§ Work task: Using the records below, repeat exactly the lines from the one holding "0H223L105 10 0" through the one holding "1749 1198 1881H1106L1078", both ends included, and no others.

§ Records for this exercise:
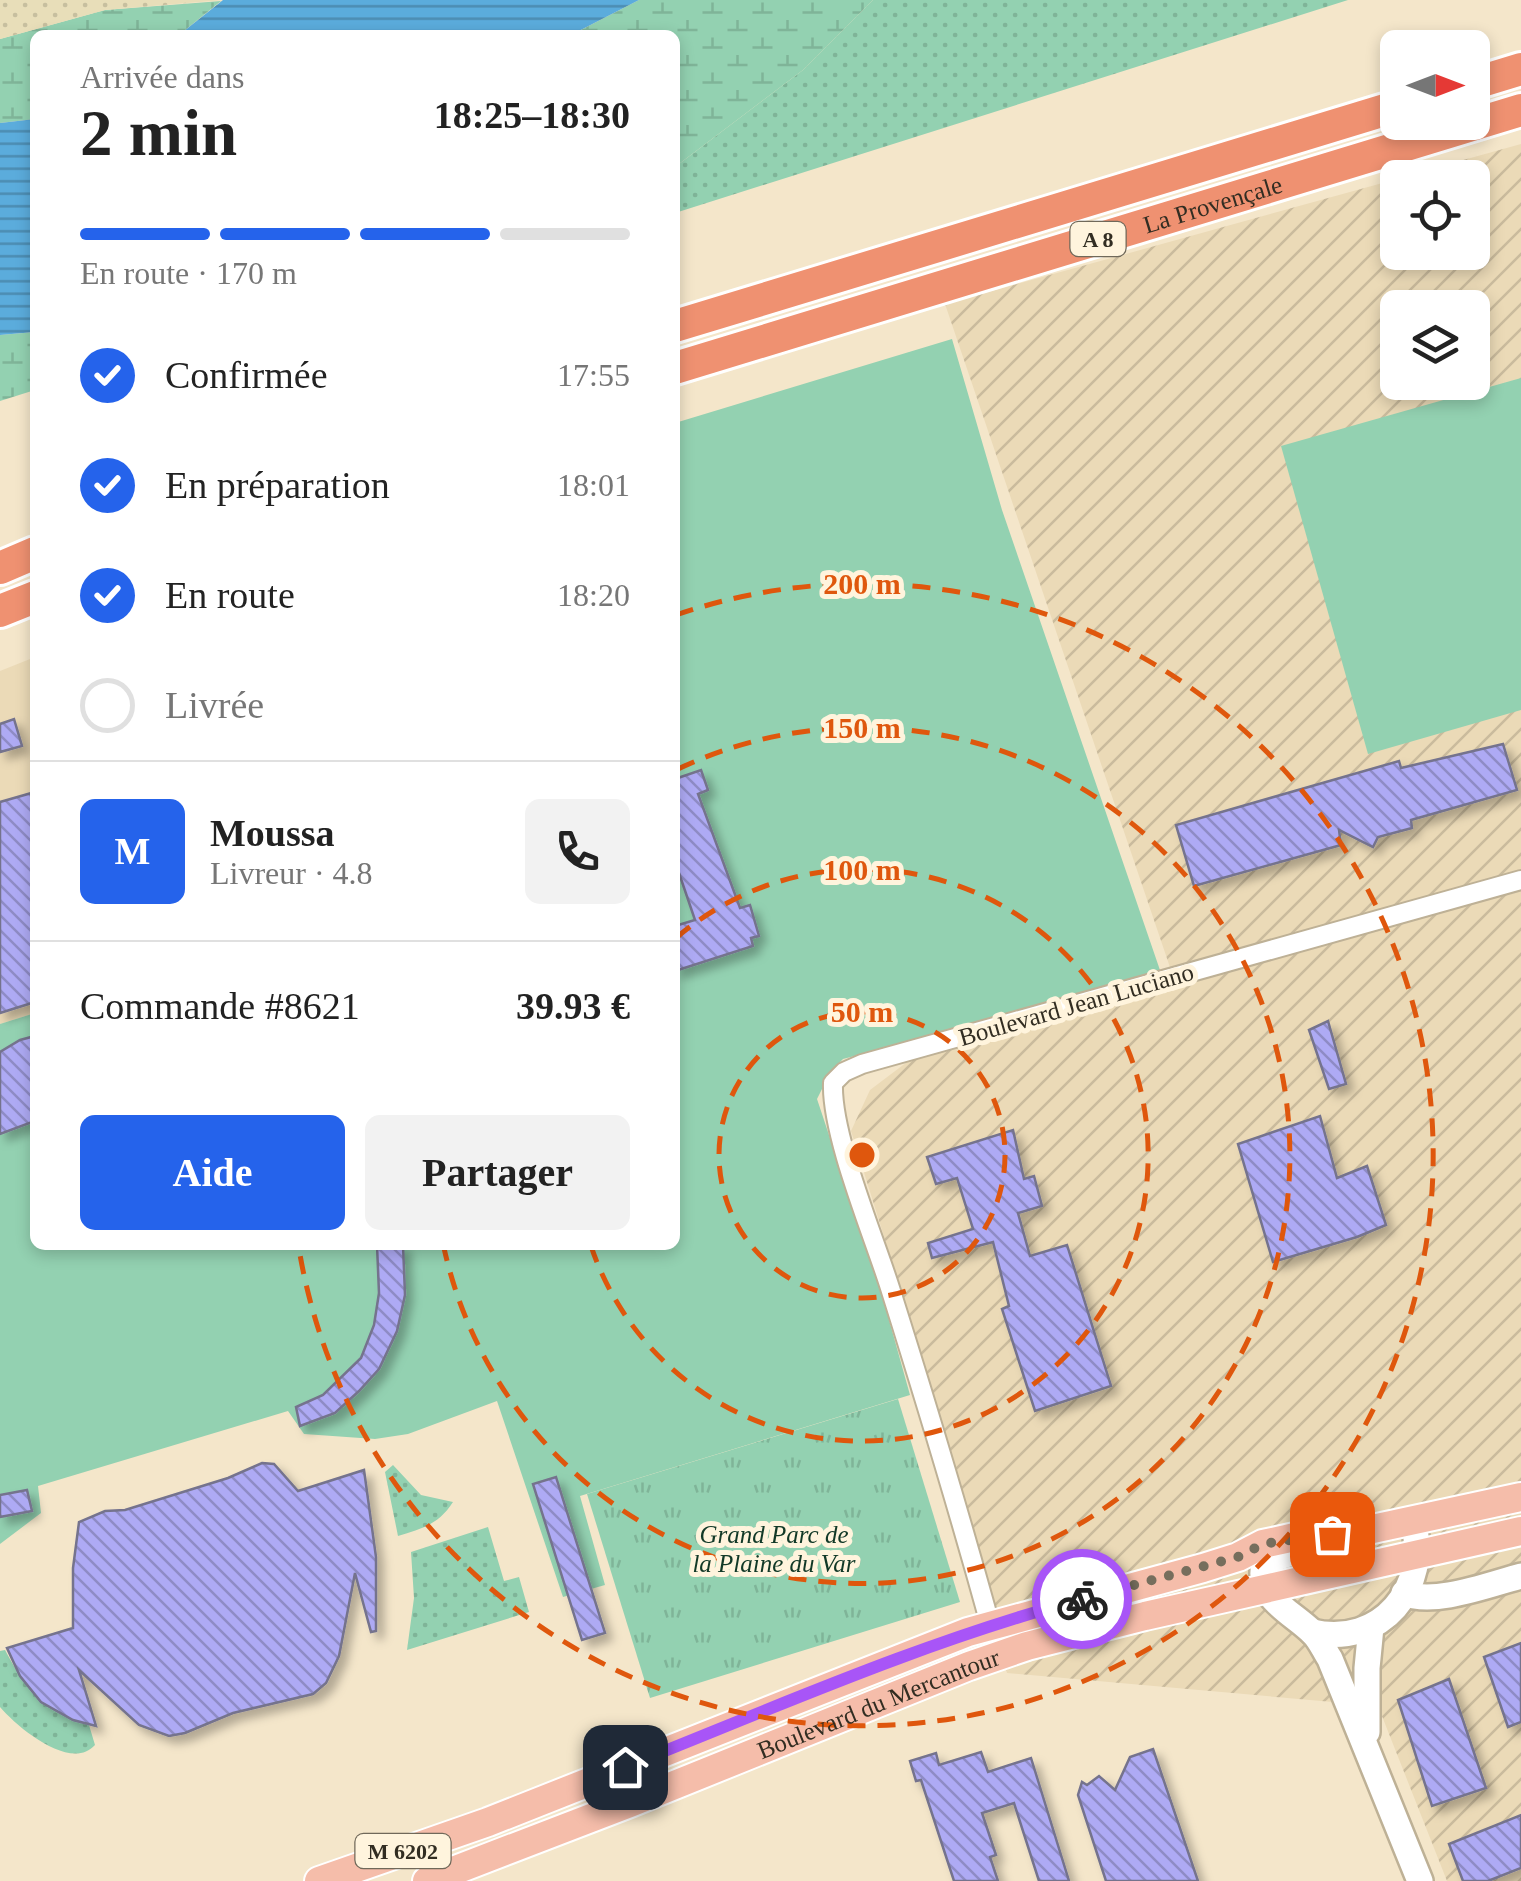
<!DOCTYPE html>
<html lang="fr">
<head>
<meta charset="utf-8">
<style>
  :root { --surface:#fff; --page:#f2f2f2; --text:#222; --muted:#767676; --line:#e0e0e0; --accent:#2563eb }
  body { margin:0; font-family:Georgia,serif; background:var(--page); color:var(--text); height:100vh; display:flex; flex-direction:column; font-size:38px; white-space:nowrap }
  * { box-sizing:border-box; margin:0 }
  p { font-size:32px; color:var(--muted) }
  .icon { flex:none; width:55px; height:55px; fill:none; stroke:currentColor; stroke-width:2; stroke-linecap:round; stroke-linejoin:round }
  .map { position:relative; flex:1; overflow:hidden }
  .drawer { position:absolute; left:30px; top:30px; width:650px; height:1220px; display:flex; flex-direction:column; background:var(--surface); border-radius:15px; box-shadow:0 5px 15px #0003 }
  .drawer>* { flex:none }
  .needle { width:65px; rotate:90deg }
  .fabs { position:absolute; left:1380px; top:30px; display:grid; gap:20px }
  .fabs a { display:grid; place-items:center; width:110px; height:110px; border-radius:15px; background:var(--surface); box-shadow:0 5px 15px #0003; font-size:50px }
  .pin { position:absolute; display:grid; place-items:center; width:85px; height:85px; color:#fff; margin:-42px; border-radius:20px; box-shadow:0 5px 15px #0006 }
  .courier { position:absolute; display:grid; place-items:center; width:100px; height:100px; margin:-50px; border:8px solid #a855f7; border-radius:50%; background:#fff; color:#222; box-shadow:0 2px 12px #0007 }
  .summary em { font-style:normal; font-weight:600 }
  .summary div { display:flex; flex-direction:column-reverse }
  .summary { display:flex; align-items:center; justify-content:space-between; height:170px; padding:0 50px }
  h1 { font-size:65px; font-weight:600; line-height:75px }
  .bar { display:grid; grid-template-columns:repeat(4,1fr); gap:15px 10px; align-content:center; height:120px; padding:0 50px }
  .bar i { height:12px; border-radius:8px; background:var(--line) }
  .bar .on { background:var(--accent) }
  .bar p { grid-column:span 4 }
  .line { display:flex; align-items:center; gap:25px; padding:0 50px; border-top:2px solid var(--line) }
  .line div { flex:1 }
  .round { display:grid; place-items:center; flex:none; width:105px; height:105px; border-radius:15px; background:var(--page) }
  ol { padding:0 50px; list-style:none }
  li { display:flex; align-items:center; gap:30px; height:110px }
  li p { margin-inline-start:auto }
  li .icon { padding:10px; border-radius:50%; background:var(--accent); color:#fff; stroke-width:4 }
  li:last-child { color:var(--muted) }
  li i { width:55px; height:55px; border:5px solid var(--line); border-radius:50% }
  .button { display:flex; gap:20px; margin-top:auto; padding:20px 50px }
  .button a { flex:1; height:115px; border-radius:15px; background:var(--accent); color:#fff; font-size:40px; font-weight:600; line-height:115px; text-align:center }
  .button a+a { background:var(--page); color:var(--text) }
  .map>svg:first-child { display:block }
  .industrial { fill:url(#industrial-furrows); fill-rule:evenodd }
  .built { fill:#ebdab7 }
  .grass { fill:url(#grass-dots) }
  .wetland { fill:url(#wetland-marsh) }
  .sand { fill:url(#sand-dots) }
  .park { fill:url(#park-tufts) }
  .pitch { fill:#93d1b1 }
  .water { fill:url(#water-rules) }
  .building { fill:url(#building-back-hatch); stroke:#74738d; stroke-width:2.5; filter:url(#shadow) }
  .lines { fill:none; stroke-linecap:round; stroke-linejoin:round }
  .street-casing { stroke:#beb196; stroke-width:22 }
  .secondary-casing { stroke:#beb196; stroke-width:30 }
  .primary-casing { stroke:#fff; stroke-width:32 }
  .highway-casing { stroke:#fff; stroke-width:38 }
  .street { stroke:#fff; stroke-width:18 }
  .secondary { stroke:#fff; stroke-width:25 }
  .primary { stroke:#f5bdaa; stroke-width:28 }
  .highway { stroke:#ef9171; stroke-width:32 }
  .done { stroke:#766e5d; stroke-width:10; stroke-dasharray:0 18 }
  .route { stroke:#a855f7; stroke-width:12 }
  .ring { fill:none; stroke:#df570d; stroke-width:5; stroke-dasharray:18 12 }
  .labels { text-anchor:middle; stroke-width:10; stroke-linejoin:round; paint-order:stroke }
  .shield { fill:#fff4dd; stroke:#70695a; stroke-width:2.5 }
  .shield-label { font-size:22px; font-weight:bold; fill:#322d22 }
  .street-label { font-size:25px; fill:#322d22; stroke:#fff4dd }
  .park-label { font-size:25px; font-style:italic; fill:#123927; stroke:#fff4dd }
  .centre { fill:#df570d; stroke:#fff4dd; stroke-width:5 }
  .ring-label { font-size:30px; text-anchor:middle; font-weight:bold; fill:#df570d; stroke:#fff4dd; stroke-width:10; stroke-linejoin:round; paint-order:stroke }
</style>
</head>
<body>
<div class="map">
<svg width="1521" height="1881" viewBox="0 0 1521 1881">
  <defs>
    <pattern id="industrial-furrows" width="10" height="10" patternUnits="userSpaceOnUse" patternTransform="scale(2.5)"><rect width="10" height="10" fill="#ebdab7"/><path d="M-1 1l2-2M0 10L10 0M9 11l2-2" fill="none" stroke="#cabb9d"/></pattern>
    <pattern id="grass-dots" width="8" height="8" patternUnits="userSpaceOnUse" patternTransform="scale(2.5)"><rect width="8" height="8" fill="#93d1b1"/><path d="M2 2h.1M6 6h.1" fill="none" stroke="#7fb498" stroke-width="1.8" stroke-linecap="round"/></pattern>
    <pattern id="wetland-marsh" width="20" height="14" patternUnits="userSpaceOnUse" patternTransform="scale(2.5)"><rect width="20" height="14" fill="#93d1b1"/><path d="M1 5h8M5 5V1M11 12h8M15 12V8" fill="none" stroke="#7fb498"/></pattern>
    <pattern id="sand-dots" width="8" height="8" patternUnits="userSpaceOnUse" patternTransform="scale(2.5)"><rect width="8" height="8" fill="#e8deb9"/><path d="M2 2h.1M6 6h.1" fill="none" stroke="#c7bf9f" stroke-width="1.8" stroke-linecap="round"/></pattern>
    <pattern id="park-tufts" width="24" height="20" patternUnits="userSpaceOnUse" patternTransform="scale(2.5)"><rect width="24" height="20" fill="#93d1b1"/><path d="M3 7l-1-3M5 7V3M7 7l1-3M15 17l-1-3M17 17v-4M19 17l1-3" fill="none" stroke="#7fb498"/></pattern>
    <pattern id="water-rules" width="6" height="5" patternUnits="userSpaceOnUse" patternTransform="scale(2.5)"><rect width="6" height="5" fill="#5bacdc"/><path d="M0 2.5h6" fill="none" stroke="#4c8cb2"/></pattern>
    <pattern id="building-back-hatch" width="6" height="6" patternUnits="userSpaceOnUse" patternTransform="scale(2.5)"><rect width="6" height="6" fill="#aeaaf4"/><path d="M-1 5l2 2M0 0l6 6M5-1l2 2" fill="none" stroke="#8e8bc5"/></pattern>
    <filter id="shadow"><feDropShadow dx="7" dy="7" stdDeviation="5" flood-color="#0004"/></filter>
  </defs>
  <rect width="100%" height="100%" fill="#f4e6ca"/>
  <path class="industrial" d="M1521 144V1881H1447L1378 1706 1007 1673 932 1390 851 1131 870 1090 907 1062 1176 985 945 304 1397 179 1398 252H1472V178L1402 177ZM1398 308H1472V382H1398Z"/>
  <path class="built" d="M35 657V1013L0 1024V671Z"/>
  <g class="grass">
    <path d="M873 0H1348L675 213V167L803 70Z"/>
    <path d="M393 1465 421 1495 453 1502C439 1524 422 1529 398 1536L385 1472Z"/>
    <path d="M488 1527 504 1581 519 1577 529 1612 407 1650 414 1598 411 1552Z"/>
    <path d="M5 1650C27 1691 43 1711 89 1725L95 1745C71 1772 18 1728 0 1707V1651Z"/>
  </g>
  <g class="wetland">
    <path d="M639 0H873L803 70 675 167V35H571Z"/>
    <path d="M221 1 179 35H35V119L0 123V39L105 10Z"/>
    <path d="M35 332V390L0 401V335Z"/>
  </g>
  <path class="sand" d="M0 0H223L105 10 0 39Z"/>
  <path class="park" d="M898 1399 960 1602 650 1698 587 1494Z"/>
  <g class="pitch">
    <path d="M952 339 1002 510 1162 976 843 1059 831 1071 817 1099 881 1291 910 1395 580 1496 605 1585 563 1597 497 1401 408 1434 375 1439 304 1434 288 1411 38 1486 41 1513 0 1544V1024L35 1013V1245H675V423Z"/>
    <path d="M1521 378V710L1368 754 1281 446Z"/>
  </g>
  <g class="water">
    <path d="M223 0H639L571 35H179Z"/>
    <path d="M35 119V332L0 335V123Z"/>
  </g>
  <g class="building">
    <path d="M14 719 22 746 0 752V724Z"/>
    <path d="M1503 744 1517 790 1411 820 1412 828 1378 837 1373 847 1339 830 1341 845 1194 886 1176 825 1399 761 1401 768Z"/>
    <path d="M701 770 708 790 698 794 740 908 750 905 759 936 751 938 753 946 675 971V926L695 920 679 873 675 875V779Z"/>
    <path d="M35 792V1002L0 1013V802Z"/>
    <path d="M1328 1021 1346 1084 1329 1089 1309 1030Z"/>
    <path d="M35 1036V1121L0 1134V1052L20 1040Z"/>
    <path d="M1320 1116 1337 1178 1367 1166 1386 1225 1357 1237 1273 1262 1238 1144Z"/>
    <path d="M1013 1130 1024 1179 1034 1176 1042 1206 1018 1213 1030 1256 1067 1245 1111 1386 1035 1411 1002 1309 1009 1306 993 1242 932 1258 928 1243 973 1229 957 1178 936 1184 927 1157Z"/>
    <path d="M377 1245H403L405 1295 397 1331 379 1369 359 1391 335 1413 300 1426 296 1407 323 1395 361 1358 374 1325 379 1293Z"/>
    <path d="M262 1463 274 1464 298 1491 364 1470 376 1557V1631L371 1632 355 1573 339 1656 326 1683 313 1694 233 1713 185 1733 169 1736 139 1725 79 1670 96 1726 73 1720 41 1702 20 1676 7 1648 73 1628V1568L79 1522 105 1511 125 1510 228 1478Z"/>
    <path d="M556 1477 605 1633 582 1640 533 1484Z"/>
    <path d="M27 1490 32 1511 0 1517V1495Z"/>
    <path d="M1521 1643V1722L1508 1727 1484 1657Z"/>
    <path d="M1449 1679 1486 1788 1432 1806 1398 1700Z"/>
    <path d="M1153 1749 1198 1881H1106L1078 1795 1082 1782 1087 1785 1099 1776 1115 1790 1130 1757Z"/>
    <path d="M981 1752 988 1772 1031 1758 1069 1881H1039L1014 1803 982 1813 996 1855 990 1857 998 1881H954L921 1780 916 1781 910 1761 936 1753 939 1765Z"/>
    <path d="M1521 1815V1868L1488 1881H1463L1449 1844Z"/>
  </g>
  <g class="lines">
    <g class="street-casing">
      <path id="street" d="M990 1624C959 1512 925 1399 890 1288 873 1234 831 1135 833 1083L844 1072 862 1064 1521 880"/>
    </g>
    <g class="secondary-casing">
      <g id="secondary">
        <path d="M1328 1542 1269 1560 1264 1564C1256 1598 1292 1612 1312 1632 1320 1639 1324 1650 1330 1659L1420 1881"/>
        <path d="M1404 1593C1434 1606 1490 1584 1521 1576"/>
        <path d="M1312 1632C1381 1648 1431 1587 1413 1521"/>
        <path d="M1367 1732V1668L1371 1627"/>
      </g>
    </g>
    <g class="primary-casing">
      <g id="primary">
        <path d="M319 1881 488 1822 968 1632 1203 1568 1238 1557 1263 1544 1295 1537 1368 1530 1521 1497"/>
        <path id="s1" d="M427 1881 630 1803 969 1666 1027 1646 1145 1616 1521 1531"/>
      </g>
    </g>
    <g class="highway-casing">
      <g id="highway">
        <path d="M1472 84 1521 69"/>
        <path d="M675 326 1398 106"/>
        <path id="s2" d="M675 368 1521 110"/>
        <path d="M0 568 35 553"/>
        <path d="M0 611 35 597"/>
      </g>
    </g>
    <use href="#street" class="street"/>
    <use href="#secondary" class="secondary"/>
    <use href="#primary" class="primary"/>
    <use href="#highway" class="highway"/>
  </g>
  <g class="lines">
    <path class="done" d="M1082 1599 1238 1557 1263 1544 1332 1534"/>
    <path class="route" d="M625 1767C776 1707 925 1641 1082 1599"/>
  </g>
  <g class="ring">
    <circle cx="862" cy="1155" r="143"/>
    <path d="M676 938A286 286 0 1 1 591 1246"/>
    <path d="M678 769A428 428 0 1 1 444 1248"/>
    <path d="M676 615A571 571 0 1 1 299 1249"/>
  </g>
  <g class="labels">
    <g class="shield">
      <rect x="1070.5" y="222" width="55" height="34" rx="8"/>
      <rect x="355.5" y="1834" width="95" height="34" rx="8"/>
    </g>
    <g class="shield-label">
      <text x="1098" y="247">A 8</text>
      <text x="403" y="1859">M 6202</text>
    </g>
    <g class="street-label">
      <text dy="9" stroke="none"><textPath href="#s2" startOffset="562">La Provençale</textPath></text>
      <text transform="translate(1076 1004) rotate(-16)" y="9">Boulevard Jean Luciano</text>
      <text dy="9" stroke="none"><textPath href="#s1" startOffset="485">Boulevard du Mercantour</textPath></text>
    </g>
    <g class="park-label">
      <text x="774" y="1543">Grand Parc de<tspan x="774" dy="29">la Plaine du Var</tspan></text>
    </g>
  </g>
  <circle cx="862" cy="1155" r="15" class="centre"/>
  <g class="ring-label">
    <text x="862" y="594">200 m</text>
    <text x="862" y="738">150 m</text>
    <text x="862" y="880">100 m</text>
    <text x="862" y="1022">50 m</text>
  </g>
</svg>
<div class="fabs">
<a><svg class="needle" viewBox="-14 -14 28 28"><path d="M0-13l5 13h-10z" fill="#e53935"/><path d="M0 13l5-13h-10z" fill="#767676"/></svg></a>
<a><svg class="icon" aria-label="locate" viewBox="0 0 24 24"><circle cx="12" cy="12" r="6"/><path d="M12 2v4M12 18v4M2 12h4M18 12h4"/></svg></a>
<a><svg class="icon" aria-label="layers" viewBox="0 0 24 24"><path d="M12 4l9 5-9 5-9-5zM3 14l9 5 9-5"/></svg></a>
</div>
<div class="pin" style="left:1332px;top:1534px;background:#ea580c"><svg class="icon" aria-label="bag" viewBox="0 0 24 24"><path d="M5 8h14l-1 12H6zM9 8a3 3 0 0 1 6 0"/></svg></div>
<div class="pin" style="left:625px;top:1767px;background:#1f2937"><svg class="icon" aria-label="home" viewBox="0 0 24 24"><path d="M3 11l9-7 9 7M6 9v11h12V9"/></svg></div>
<div class="courier" style="left:1082px;top:1599px"><svg class="icon" aria-label="bike" viewBox="0 0 24 24"><circle cx="6" cy="16" r="4"/><circle cx="18" cy="16" r="4"/><path d="M6 16l4-8h5l3 8M10 8l3 8H6M13 5h3"/></svg></div>
<section class="drawer">
<div class="summary"><div><h1>2 min</h1><p>Arrivée dans</p></div><em>18:25–18:30</em></div>
<div class="bar"><i class="on"></i><i class="on"></i><i class="on"></i><i></i><p>En route · 170 m</p></div>
<ol>
<li><svg class="icon" aria-label="check" viewBox="0 0 24 24"><path d="M5 12l5 5 9-10"/></svg>Confirmée<p>17:55</p></li>
<li><svg class="icon" aria-label="check" viewBox="0 0 24 24"><path d="M5 12l5 5 9-10"/></svg>En préparation<p>18:01</p></li>
<li><svg class="icon" aria-label="check" viewBox="0 0 24 24"><path d="M5 12l5 5 9-10"/></svg>En route<p>18:20</p></li>
<li><i></i>Livrée</li>
</ol>
<div class="line" style="height:180px"><b class="round" style="background:var(--accent);color:#fff">M</b><div><b>Moussa</b><p>Livreur · 4.8</p></div><a class="round"><svg class="icon" aria-label="phone" viewBox="0 0 24 24"><path d="M5 4h4l2 5-3 2q2 4 5 5l2-3 5 2v4C11 20 4 13 5 4z"/></svg></a></div>
<div class="line" style="height:130px"><div>Commande #8621</div><b>39.93 €</b></div>
<div class="button"><a>Aide</a><a>Partager</a></div>
</section>
</div>
</body>
</html>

§ Solved exercise:
  <path class="sand" d="M0 0H223L105 10 0 39Z"/>
  <path class="park" d="M898 1399 960 1602 650 1698 587 1494Z"/>
  <g class="pitch">
    <path d="M952 339 1002 510 1162 976 843 1059 831 1071 817 1099 881 1291 910 1395 580 1496 605 1585 563 1597 497 1401 408 1434 375 1439 304 1434 288 1411 38 1486 41 1513 0 1544V1024L35 1013V1245H675V423Z"/>
    <path d="M1521 378V710L1368 754 1281 446Z"/>
  </g>
  <g class="water">
    <path d="M223 0H639L571 35H179Z"/>
    <path d="M35 119V332L0 335V123Z"/>
  </g>
  <g class="building">
    <path d="M14 719 22 746 0 752V724Z"/>
    <path d="M1503 744 1517 790 1411 820 1412 828 1378 837 1373 847 1339 830 1341 845 1194 886 1176 825 1399 761 1401 768Z"/>
    <path d="M701 770 708 790 698 794 740 908 750 905 759 936 751 938 753 946 675 971V926L695 920 679 873 675 875V779Z"/>
    <path d="M35 792V1002L0 1013V802Z"/>
    <path d="M1328 1021 1346 1084 1329 1089 1309 1030Z"/>
    <path d="M35 1036V1121L0 1134V1052L20 1040Z"/>
    <path d="M1320 1116 1337 1178 1367 1166 1386 1225 1357 1237 1273 1262 1238 1144Z"/>
    <path d="M1013 1130 1024 1179 1034 1176 1042 1206 1018 1213 1030 1256 1067 1245 1111 1386 1035 1411 1002 1309 1009 1306 993 1242 932 1258 928 1243 973 1229 957 1178 936 1184 927 1157Z"/>
    <path d="M377 1245H403L405 1295 397 1331 379 1369 359 1391 335 1413 300 1426 296 1407 323 1395 361 1358 374 1325 379 1293Z"/>
    <path d="M262 1463 274 1464 298 1491 364 1470 376 1557V1631L371 1632 355 1573 339 1656 326 1683 313 1694 233 1713 185 1733 169 1736 139 1725 79 1670 96 1726 73 1720 41 1702 20 1676 7 1648 73 1628V1568L79 1522 105 1511 125 1510 228 1478Z"/>
    <path d="M556 1477 605 1633 582 1640 533 1484Z"/>
    <path d="M27 1490 32 1511 0 1517V1495Z"/>
    <path d="M1521 1643V1722L1508 1727 1484 1657Z"/>
    <path d="M1449 1679 1486 1788 1432 1806 1398 1700Z"/>
    <path d="M1153 1749 1198 1881H1106L1078 1795 1082 1782 1087 1785 1099 1776 1115 1790 1130 1757Z"/>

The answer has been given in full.